L: I had to explain it wasn’t whipper snipper cord, it was filament for basketmaking. That was one of their things (from) all the men that came up in the villages because they don’t have lawnmowers. They do have with whipper snippers because of the long grass that grows every day.
L: They immediately saw an application with that. We couldn’t obviously give it away as whipper snipper cord because it wasn’t suitable (too weak). But we have been developing processes for working with nylon and recycling ocean nets and old fishing lines and things like that. So, that’s actually a really interesting field that I want to do a lot more in. Hopefully, we’ll be able to do a bit more research on that this year.
T: Fascinating. For those that don’t know what a whipper snipper is, the US calls it a “weed whacker.”
L: A weed whacker. That’s cool.
T: Kind of makes sense.
L: Yeah.
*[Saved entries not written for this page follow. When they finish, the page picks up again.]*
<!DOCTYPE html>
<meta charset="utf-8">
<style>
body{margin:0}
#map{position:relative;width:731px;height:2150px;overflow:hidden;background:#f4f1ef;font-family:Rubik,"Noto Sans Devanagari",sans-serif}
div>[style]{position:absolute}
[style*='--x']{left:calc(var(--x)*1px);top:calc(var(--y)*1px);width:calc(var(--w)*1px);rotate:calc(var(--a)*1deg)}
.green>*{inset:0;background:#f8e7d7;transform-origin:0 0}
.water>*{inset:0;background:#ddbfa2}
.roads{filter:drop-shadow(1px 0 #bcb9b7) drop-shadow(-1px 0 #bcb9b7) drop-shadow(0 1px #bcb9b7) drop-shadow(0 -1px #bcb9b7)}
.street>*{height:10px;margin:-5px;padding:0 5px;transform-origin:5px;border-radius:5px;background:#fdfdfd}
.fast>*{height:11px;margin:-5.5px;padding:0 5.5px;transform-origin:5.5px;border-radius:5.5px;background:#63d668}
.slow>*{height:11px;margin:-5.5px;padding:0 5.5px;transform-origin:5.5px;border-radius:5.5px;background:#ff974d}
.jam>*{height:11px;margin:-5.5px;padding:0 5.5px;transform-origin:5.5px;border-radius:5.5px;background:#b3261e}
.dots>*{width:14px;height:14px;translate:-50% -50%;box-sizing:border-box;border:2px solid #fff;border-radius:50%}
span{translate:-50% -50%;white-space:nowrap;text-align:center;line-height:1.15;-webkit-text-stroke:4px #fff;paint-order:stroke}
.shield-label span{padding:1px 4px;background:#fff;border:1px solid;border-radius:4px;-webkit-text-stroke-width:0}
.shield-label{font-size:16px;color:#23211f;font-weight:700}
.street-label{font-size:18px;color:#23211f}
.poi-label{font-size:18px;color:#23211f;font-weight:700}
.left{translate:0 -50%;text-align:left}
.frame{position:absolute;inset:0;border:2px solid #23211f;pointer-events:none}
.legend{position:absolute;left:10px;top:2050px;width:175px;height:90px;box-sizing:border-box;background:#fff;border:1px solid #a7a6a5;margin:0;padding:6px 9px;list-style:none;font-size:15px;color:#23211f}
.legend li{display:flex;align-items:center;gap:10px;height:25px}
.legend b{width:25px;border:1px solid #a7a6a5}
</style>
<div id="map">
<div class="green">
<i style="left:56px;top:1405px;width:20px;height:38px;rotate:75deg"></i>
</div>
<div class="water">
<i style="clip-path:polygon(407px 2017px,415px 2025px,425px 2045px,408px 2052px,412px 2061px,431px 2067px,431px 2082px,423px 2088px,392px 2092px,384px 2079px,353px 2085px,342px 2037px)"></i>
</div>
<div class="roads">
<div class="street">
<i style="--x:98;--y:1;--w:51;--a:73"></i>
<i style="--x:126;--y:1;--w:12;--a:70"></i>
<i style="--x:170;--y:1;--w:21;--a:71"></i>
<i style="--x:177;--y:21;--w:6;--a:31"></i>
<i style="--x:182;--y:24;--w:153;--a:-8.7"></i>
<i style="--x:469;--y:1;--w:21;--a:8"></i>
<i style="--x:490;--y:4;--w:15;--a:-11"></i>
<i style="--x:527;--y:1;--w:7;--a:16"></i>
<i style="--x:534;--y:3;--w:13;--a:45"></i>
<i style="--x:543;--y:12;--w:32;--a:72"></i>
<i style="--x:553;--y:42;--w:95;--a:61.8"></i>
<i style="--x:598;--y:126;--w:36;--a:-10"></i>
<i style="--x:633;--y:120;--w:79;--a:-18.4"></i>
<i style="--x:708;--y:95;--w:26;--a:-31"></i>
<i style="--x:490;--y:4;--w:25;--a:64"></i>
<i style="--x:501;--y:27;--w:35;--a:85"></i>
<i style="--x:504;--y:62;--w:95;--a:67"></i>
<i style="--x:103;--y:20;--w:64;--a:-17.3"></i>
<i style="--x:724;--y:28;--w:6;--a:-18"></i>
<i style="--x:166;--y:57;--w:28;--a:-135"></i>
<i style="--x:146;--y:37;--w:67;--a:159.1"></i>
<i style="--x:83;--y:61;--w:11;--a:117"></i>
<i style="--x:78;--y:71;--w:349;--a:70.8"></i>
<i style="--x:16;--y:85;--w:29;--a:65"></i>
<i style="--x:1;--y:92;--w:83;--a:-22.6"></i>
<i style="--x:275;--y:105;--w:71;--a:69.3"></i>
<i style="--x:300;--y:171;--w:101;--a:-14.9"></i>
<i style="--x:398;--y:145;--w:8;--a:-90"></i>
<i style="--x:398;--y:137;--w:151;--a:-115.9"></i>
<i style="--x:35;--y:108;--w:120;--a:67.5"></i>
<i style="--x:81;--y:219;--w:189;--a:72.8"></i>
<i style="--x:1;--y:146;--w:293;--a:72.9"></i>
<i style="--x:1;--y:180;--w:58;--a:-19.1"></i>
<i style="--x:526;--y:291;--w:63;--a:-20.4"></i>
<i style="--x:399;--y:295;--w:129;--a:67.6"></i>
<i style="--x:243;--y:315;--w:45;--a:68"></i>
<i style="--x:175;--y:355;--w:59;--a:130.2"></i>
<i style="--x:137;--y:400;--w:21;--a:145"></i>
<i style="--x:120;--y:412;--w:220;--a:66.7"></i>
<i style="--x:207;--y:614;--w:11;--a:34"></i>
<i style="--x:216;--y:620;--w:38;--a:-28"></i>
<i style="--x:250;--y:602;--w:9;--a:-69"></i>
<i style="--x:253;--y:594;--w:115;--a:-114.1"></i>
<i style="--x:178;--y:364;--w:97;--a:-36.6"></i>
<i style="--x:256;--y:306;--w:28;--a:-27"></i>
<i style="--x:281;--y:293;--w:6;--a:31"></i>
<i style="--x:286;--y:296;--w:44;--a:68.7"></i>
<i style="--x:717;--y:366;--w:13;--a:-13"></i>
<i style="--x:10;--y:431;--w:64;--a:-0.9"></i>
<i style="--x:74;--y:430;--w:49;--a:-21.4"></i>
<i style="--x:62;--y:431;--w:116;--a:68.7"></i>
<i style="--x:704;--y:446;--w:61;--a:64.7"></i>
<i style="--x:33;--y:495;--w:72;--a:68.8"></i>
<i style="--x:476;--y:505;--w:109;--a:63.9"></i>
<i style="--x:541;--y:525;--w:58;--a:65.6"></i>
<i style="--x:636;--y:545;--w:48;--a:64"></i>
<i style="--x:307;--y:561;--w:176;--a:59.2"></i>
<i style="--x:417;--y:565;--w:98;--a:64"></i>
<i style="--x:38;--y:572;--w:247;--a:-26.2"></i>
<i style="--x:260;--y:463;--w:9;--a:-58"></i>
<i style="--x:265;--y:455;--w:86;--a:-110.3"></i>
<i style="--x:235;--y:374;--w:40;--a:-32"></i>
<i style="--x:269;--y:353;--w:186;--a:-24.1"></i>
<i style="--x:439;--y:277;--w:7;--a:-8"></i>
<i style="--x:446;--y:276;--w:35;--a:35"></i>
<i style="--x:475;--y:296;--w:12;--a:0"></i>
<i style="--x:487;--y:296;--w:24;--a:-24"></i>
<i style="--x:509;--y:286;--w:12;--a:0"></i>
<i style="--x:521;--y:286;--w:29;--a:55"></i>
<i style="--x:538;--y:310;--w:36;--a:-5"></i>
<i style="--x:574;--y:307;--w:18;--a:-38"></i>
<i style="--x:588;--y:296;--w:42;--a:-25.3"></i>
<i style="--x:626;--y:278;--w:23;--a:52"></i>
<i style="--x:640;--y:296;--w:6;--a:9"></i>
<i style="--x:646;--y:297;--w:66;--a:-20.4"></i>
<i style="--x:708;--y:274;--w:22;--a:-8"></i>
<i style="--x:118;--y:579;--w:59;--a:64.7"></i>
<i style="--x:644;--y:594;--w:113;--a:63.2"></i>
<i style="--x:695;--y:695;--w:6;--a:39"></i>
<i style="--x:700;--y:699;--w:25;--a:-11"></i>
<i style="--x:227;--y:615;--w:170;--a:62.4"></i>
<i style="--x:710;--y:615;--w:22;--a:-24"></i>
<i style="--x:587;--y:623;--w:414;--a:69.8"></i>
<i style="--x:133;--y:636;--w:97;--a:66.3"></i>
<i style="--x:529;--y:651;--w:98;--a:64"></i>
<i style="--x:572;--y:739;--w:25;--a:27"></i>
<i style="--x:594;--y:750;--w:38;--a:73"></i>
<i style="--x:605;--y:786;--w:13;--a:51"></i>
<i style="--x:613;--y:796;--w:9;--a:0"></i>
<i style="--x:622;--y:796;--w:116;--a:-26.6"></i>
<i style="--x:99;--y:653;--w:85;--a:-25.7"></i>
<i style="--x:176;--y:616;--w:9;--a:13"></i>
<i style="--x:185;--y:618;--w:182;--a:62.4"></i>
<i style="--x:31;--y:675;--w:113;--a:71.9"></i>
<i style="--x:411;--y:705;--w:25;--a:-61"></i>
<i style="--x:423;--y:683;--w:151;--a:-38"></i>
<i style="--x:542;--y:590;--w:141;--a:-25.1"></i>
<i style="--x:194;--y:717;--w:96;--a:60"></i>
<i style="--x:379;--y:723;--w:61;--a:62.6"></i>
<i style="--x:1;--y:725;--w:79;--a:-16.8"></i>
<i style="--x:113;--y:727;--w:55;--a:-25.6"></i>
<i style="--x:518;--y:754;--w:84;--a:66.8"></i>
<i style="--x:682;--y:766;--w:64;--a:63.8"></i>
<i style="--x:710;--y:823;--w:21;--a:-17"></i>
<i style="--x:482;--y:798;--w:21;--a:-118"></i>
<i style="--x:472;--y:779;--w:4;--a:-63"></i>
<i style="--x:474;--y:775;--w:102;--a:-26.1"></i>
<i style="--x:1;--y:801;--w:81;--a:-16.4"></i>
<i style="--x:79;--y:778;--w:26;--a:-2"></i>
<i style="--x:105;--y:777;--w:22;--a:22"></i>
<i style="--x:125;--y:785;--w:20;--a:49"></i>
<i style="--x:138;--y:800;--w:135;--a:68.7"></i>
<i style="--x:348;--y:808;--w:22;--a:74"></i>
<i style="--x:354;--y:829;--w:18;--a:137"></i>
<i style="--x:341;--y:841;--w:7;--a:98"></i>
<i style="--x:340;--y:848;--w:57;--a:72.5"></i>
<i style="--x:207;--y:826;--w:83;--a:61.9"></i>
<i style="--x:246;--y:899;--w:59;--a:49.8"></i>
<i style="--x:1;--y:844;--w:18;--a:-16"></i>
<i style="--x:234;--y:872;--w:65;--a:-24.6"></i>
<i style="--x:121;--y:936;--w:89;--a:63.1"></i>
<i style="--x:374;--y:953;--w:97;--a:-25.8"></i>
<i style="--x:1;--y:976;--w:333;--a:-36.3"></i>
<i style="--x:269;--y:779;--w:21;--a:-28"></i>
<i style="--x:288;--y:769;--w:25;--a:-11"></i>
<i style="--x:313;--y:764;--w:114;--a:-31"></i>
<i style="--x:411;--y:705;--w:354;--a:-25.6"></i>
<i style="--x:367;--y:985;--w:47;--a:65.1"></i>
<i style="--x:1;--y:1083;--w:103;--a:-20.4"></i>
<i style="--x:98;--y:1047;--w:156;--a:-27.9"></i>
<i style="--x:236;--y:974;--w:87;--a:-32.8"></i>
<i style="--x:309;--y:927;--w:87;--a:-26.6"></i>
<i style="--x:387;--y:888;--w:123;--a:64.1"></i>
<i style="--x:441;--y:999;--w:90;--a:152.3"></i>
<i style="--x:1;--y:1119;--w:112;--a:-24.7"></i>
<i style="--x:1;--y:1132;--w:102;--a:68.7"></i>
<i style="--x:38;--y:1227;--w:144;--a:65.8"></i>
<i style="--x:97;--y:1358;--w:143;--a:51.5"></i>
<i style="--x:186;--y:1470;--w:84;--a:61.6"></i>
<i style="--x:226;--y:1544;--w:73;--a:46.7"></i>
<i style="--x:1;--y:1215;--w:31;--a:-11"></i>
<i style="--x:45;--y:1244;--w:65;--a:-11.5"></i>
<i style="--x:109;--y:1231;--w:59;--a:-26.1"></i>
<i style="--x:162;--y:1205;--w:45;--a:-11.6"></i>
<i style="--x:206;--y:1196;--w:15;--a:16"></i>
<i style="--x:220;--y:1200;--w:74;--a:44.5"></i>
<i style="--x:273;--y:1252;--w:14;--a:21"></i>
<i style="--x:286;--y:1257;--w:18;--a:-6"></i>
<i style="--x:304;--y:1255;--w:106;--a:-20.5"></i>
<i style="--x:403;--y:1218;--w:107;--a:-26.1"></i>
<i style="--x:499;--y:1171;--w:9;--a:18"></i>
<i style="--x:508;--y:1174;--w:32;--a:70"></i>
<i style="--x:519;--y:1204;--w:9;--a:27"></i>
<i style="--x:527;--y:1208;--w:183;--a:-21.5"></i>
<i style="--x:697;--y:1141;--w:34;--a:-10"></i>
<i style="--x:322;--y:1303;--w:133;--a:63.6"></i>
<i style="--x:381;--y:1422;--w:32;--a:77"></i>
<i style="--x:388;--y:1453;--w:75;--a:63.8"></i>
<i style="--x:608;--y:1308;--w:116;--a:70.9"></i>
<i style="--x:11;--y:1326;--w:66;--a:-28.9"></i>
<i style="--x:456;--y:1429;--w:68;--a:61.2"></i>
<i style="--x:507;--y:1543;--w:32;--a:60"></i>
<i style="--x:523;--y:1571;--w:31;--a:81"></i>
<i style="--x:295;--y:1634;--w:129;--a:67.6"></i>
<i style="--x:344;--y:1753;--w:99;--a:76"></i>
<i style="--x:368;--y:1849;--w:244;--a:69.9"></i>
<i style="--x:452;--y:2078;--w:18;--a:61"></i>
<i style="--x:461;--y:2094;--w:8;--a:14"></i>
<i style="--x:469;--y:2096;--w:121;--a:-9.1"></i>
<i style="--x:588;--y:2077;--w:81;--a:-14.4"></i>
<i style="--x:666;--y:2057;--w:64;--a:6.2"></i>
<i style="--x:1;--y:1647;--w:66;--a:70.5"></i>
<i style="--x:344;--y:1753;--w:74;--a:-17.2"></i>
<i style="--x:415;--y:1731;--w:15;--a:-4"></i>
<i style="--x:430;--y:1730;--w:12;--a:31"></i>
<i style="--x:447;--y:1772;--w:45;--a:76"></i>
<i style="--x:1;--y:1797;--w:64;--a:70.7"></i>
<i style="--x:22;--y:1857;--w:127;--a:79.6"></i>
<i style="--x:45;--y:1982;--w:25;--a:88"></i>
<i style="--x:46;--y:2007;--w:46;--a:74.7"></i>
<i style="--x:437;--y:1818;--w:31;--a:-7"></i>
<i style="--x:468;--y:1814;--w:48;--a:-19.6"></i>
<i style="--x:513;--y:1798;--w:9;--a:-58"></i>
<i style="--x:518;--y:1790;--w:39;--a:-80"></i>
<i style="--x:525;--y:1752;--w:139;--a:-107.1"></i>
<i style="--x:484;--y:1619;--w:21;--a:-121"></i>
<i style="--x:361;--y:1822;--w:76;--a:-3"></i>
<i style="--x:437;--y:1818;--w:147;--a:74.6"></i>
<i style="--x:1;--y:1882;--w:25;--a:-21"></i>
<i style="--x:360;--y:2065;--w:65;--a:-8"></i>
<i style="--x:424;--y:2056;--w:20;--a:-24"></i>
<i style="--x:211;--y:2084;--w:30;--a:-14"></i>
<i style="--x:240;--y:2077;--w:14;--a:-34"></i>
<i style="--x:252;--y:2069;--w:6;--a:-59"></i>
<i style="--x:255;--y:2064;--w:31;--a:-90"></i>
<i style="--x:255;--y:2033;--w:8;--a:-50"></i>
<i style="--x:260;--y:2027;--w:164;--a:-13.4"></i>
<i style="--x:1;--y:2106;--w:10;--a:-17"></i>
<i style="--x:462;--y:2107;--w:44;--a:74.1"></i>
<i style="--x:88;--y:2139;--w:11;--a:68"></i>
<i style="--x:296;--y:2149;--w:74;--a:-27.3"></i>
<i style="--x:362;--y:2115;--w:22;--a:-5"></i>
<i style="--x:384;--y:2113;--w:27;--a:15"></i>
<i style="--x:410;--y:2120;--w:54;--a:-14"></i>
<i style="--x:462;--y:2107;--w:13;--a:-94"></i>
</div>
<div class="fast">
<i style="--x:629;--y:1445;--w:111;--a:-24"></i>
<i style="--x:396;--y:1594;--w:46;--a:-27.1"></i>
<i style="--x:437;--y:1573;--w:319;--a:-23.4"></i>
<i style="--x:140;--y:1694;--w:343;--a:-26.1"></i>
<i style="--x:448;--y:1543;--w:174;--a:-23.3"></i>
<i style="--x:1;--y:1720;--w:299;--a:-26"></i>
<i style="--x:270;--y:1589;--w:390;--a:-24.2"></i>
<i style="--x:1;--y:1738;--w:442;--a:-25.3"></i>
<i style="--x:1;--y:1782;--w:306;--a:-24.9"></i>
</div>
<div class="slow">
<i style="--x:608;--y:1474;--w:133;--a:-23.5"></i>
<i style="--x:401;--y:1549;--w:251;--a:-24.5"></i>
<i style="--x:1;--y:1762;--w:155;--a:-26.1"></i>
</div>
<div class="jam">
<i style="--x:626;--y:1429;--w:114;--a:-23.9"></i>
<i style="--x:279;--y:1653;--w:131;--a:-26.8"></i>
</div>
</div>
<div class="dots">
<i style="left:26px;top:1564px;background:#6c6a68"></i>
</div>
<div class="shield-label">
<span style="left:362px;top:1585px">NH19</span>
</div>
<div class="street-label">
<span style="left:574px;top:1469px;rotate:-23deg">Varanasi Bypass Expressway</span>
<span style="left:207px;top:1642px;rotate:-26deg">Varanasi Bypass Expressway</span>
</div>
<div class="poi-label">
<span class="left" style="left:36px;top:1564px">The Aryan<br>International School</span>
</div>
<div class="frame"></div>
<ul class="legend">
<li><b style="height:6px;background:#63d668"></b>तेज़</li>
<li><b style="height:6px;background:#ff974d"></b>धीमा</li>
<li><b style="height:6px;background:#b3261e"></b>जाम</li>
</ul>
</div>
I think they also call on “grass trimmers” in Vanuatu.
T: It makes sense as well. Probably the more formal name.
T: So, I want to go back to something you mentioned earlier about your work with the bigger companies, because I think this is a part of the bigger supply chain of the work you’re doing right now in terms of the first thing they’re trying to do is just sell the flakes. Now most of the even smaller manufacturing companies are really hesitant to use recycled plastic because of the contaminants and because of the oftentimes sources are mixed together, especially if it’s consumer waste. And I imagine that most of the waste that they’re collecting is consumer waste.
T: In your educational program, when you’re specifically dealing with people where English is not necessarily their first language, how are you overcoming these barriers to ensure that the bigger companies are actually getting what they hope to get by buying this – I’m not sure if you called “ethical plastic” – but to buy this plastic in a way that they can actually use it in their own products.
The School Programs
L: So, with the training, we basically run through collecting and sorting methods. But one of the things that I think is quite powerful is a program that we developed for the schools. Basically, what it is, is setting up a collection bank or system in the school that rewards students for bringing in clean plastic from their home.
L: They bring in clean plastic. It gets it before it turns into waste. They educate their parents to go, “No, no. That bottle – that’s worth something to me. I’ll wash it out. I’ll clean it and I’ll take that school. I’ll get a little token for it or I’ll get a reward for it.”
L: So, in that way, you start to work on this behaviour change is to say that clean plastics are more valuable than dirty plastics because we don’t want to keep going into the ocean and getting it out of the ocean. We won’t it before it gets in the ocean. So the idea is that we have to teach people that it has more value if it’s clean. It starts to lose value as it goes into the environment, gets dirty and then starts to degrade. And the more degrades, the harder it is to recycle.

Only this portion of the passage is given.